In response to the sh*t-storm she kicked up, Patton doubled down: “…yes, this is exactly the advice I would give my daughters,” she said. She’s a smug married (well, smug divorced, and wishing she were married -- to a Princeton man), and delighted to be getting all of these opportunities to flaunt her sense of superiority. She seems to revel in getting under people’s skin, kind of like a troll.

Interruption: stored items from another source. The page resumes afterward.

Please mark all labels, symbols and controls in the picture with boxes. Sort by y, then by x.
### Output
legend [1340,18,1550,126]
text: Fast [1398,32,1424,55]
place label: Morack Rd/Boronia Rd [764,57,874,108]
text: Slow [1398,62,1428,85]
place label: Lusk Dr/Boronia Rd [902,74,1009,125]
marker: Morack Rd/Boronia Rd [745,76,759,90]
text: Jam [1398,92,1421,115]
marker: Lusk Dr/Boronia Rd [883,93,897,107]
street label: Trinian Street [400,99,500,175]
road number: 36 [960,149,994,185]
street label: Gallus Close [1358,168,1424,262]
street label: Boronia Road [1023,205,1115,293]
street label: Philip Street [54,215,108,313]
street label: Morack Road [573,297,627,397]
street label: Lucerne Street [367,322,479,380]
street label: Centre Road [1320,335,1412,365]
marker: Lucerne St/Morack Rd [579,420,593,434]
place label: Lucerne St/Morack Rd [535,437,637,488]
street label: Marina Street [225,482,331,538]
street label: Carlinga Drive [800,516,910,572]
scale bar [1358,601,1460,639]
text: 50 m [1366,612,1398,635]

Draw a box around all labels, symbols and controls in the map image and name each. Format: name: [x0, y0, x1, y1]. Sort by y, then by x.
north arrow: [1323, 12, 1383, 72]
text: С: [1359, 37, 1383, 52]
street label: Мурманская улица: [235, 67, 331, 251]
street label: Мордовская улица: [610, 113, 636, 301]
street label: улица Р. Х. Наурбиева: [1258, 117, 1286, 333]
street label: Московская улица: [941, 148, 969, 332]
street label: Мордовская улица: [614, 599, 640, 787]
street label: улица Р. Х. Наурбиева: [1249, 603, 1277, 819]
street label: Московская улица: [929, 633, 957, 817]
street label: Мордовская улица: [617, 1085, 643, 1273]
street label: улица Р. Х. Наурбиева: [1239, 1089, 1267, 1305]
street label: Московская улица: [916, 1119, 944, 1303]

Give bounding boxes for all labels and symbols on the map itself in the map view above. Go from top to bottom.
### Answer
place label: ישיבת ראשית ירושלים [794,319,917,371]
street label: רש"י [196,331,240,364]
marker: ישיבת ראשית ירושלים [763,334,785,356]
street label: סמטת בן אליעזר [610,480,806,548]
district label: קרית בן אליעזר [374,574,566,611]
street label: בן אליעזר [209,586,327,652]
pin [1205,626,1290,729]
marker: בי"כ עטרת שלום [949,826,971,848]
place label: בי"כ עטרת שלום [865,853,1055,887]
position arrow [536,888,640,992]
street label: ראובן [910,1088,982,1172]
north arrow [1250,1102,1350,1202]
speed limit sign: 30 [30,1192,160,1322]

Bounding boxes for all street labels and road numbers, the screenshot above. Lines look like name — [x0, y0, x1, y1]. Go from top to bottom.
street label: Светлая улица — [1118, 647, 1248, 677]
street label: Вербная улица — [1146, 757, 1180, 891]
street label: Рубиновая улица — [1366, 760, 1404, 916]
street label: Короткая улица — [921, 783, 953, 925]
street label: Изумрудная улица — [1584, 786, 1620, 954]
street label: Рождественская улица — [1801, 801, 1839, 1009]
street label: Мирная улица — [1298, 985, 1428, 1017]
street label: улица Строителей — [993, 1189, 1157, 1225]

As one who is interested in the intersection of social science and journalism, I was also taken by the way that Patton established her “facts.” At a break-out session at a Women and Leadership conference at Princeton, where Patton and her friend of 40 years were speaking, Patton said of the Princeton women in attendance:

“You girls glazed over at preliminary comments about our professional accomplishments and the importance of networking…Clearly, you don’t want any more career advice.”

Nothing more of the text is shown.